* _What the exercise asks_: Check each line of the entries below for the word "canvas", and copy out the ones that have it.

* _Collected data_:
****
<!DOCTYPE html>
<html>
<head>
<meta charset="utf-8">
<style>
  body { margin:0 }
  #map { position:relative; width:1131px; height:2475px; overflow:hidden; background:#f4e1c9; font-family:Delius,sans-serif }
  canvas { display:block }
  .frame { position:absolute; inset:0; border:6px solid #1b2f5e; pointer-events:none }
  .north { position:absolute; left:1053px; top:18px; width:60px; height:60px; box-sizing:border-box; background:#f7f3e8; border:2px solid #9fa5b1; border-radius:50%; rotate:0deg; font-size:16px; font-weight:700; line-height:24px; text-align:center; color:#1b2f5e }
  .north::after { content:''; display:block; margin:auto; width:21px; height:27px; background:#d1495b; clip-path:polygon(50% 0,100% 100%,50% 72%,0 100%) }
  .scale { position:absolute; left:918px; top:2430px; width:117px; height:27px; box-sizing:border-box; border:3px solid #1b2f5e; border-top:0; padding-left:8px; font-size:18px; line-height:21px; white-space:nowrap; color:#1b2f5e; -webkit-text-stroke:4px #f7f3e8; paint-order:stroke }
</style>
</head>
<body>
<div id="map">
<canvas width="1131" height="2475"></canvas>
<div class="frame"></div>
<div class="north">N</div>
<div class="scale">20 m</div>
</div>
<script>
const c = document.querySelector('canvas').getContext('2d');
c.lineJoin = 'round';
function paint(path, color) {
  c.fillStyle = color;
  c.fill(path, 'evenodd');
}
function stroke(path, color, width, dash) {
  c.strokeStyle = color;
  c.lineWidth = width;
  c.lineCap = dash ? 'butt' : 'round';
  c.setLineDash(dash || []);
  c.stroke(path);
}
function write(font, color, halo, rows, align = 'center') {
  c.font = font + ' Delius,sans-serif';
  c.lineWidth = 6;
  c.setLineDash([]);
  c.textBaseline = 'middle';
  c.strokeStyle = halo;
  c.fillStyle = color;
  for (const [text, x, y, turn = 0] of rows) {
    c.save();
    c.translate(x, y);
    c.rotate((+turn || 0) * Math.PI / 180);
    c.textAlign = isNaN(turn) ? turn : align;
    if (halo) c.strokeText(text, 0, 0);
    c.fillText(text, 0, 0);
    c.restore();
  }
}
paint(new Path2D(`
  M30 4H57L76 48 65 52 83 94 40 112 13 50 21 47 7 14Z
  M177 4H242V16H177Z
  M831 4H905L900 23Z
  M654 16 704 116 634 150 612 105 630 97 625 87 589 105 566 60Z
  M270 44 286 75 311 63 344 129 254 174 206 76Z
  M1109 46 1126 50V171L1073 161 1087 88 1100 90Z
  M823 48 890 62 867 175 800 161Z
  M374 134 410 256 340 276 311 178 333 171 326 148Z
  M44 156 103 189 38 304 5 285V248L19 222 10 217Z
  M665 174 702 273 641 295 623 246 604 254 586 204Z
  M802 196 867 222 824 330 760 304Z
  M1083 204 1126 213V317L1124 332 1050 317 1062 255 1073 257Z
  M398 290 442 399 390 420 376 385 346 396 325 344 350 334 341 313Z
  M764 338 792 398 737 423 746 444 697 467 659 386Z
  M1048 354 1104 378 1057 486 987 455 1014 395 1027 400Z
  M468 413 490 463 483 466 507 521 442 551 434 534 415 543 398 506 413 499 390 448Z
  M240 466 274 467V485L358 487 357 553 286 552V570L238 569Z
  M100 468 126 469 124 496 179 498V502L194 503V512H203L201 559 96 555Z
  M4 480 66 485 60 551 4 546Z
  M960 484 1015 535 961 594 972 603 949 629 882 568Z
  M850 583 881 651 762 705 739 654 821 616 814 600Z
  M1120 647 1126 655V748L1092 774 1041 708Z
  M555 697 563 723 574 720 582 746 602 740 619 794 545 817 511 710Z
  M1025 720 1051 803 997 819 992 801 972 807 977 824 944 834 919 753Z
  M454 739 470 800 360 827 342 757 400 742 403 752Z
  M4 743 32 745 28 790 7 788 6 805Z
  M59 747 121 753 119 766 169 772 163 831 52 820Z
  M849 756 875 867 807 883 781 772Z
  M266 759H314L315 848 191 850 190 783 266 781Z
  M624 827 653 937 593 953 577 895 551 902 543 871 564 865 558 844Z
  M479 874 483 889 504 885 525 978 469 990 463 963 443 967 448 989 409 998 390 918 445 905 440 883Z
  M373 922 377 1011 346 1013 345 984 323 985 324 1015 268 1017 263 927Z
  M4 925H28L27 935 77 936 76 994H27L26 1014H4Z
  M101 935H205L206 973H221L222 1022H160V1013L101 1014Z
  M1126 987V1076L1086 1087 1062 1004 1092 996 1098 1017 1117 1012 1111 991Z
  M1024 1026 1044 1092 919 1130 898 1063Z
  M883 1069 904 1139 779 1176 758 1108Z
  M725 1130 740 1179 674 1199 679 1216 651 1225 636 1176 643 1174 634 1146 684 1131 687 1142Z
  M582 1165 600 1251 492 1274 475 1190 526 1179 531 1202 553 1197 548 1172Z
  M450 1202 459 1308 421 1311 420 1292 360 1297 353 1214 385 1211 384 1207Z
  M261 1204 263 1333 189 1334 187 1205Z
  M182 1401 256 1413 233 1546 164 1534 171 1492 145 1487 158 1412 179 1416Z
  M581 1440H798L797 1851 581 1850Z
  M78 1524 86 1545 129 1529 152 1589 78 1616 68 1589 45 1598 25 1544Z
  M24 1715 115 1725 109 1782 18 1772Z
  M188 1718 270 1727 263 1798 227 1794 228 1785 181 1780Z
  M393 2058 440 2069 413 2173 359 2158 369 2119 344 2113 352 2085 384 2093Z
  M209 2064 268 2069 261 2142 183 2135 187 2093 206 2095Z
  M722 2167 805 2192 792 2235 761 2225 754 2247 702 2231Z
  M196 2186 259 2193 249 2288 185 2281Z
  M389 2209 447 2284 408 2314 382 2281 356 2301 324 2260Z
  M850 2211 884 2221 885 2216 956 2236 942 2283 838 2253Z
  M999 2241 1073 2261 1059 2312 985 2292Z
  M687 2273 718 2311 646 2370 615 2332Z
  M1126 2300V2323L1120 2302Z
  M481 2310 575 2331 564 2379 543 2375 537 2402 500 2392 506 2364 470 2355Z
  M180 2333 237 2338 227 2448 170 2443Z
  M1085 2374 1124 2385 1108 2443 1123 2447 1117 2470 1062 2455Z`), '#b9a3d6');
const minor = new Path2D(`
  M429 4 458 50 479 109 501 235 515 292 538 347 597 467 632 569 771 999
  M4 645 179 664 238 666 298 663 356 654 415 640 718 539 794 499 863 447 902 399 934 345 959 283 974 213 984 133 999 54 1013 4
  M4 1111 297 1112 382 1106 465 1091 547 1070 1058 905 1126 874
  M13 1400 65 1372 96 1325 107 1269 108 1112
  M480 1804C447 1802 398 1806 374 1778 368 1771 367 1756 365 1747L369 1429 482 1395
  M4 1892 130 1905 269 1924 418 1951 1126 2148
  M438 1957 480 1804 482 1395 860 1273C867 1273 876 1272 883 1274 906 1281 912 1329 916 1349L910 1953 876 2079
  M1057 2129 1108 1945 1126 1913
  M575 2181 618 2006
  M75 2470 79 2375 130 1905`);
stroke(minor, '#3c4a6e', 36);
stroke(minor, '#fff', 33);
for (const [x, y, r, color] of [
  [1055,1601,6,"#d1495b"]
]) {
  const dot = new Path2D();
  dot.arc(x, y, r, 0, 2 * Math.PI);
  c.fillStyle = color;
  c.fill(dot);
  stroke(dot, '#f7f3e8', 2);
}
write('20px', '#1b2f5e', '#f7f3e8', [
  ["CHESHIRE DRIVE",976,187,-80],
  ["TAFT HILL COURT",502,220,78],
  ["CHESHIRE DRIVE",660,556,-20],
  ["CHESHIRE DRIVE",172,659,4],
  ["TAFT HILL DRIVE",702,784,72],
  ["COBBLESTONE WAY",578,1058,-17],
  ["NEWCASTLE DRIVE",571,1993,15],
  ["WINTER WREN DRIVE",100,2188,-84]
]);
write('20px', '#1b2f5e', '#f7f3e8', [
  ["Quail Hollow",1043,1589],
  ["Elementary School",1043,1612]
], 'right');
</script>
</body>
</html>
****
* _Solution to this task_:
  canvas { display:block }
<canvas width="1131" height="2475"></canvas>
const c = document.querySelector('canvas').getContext('2d');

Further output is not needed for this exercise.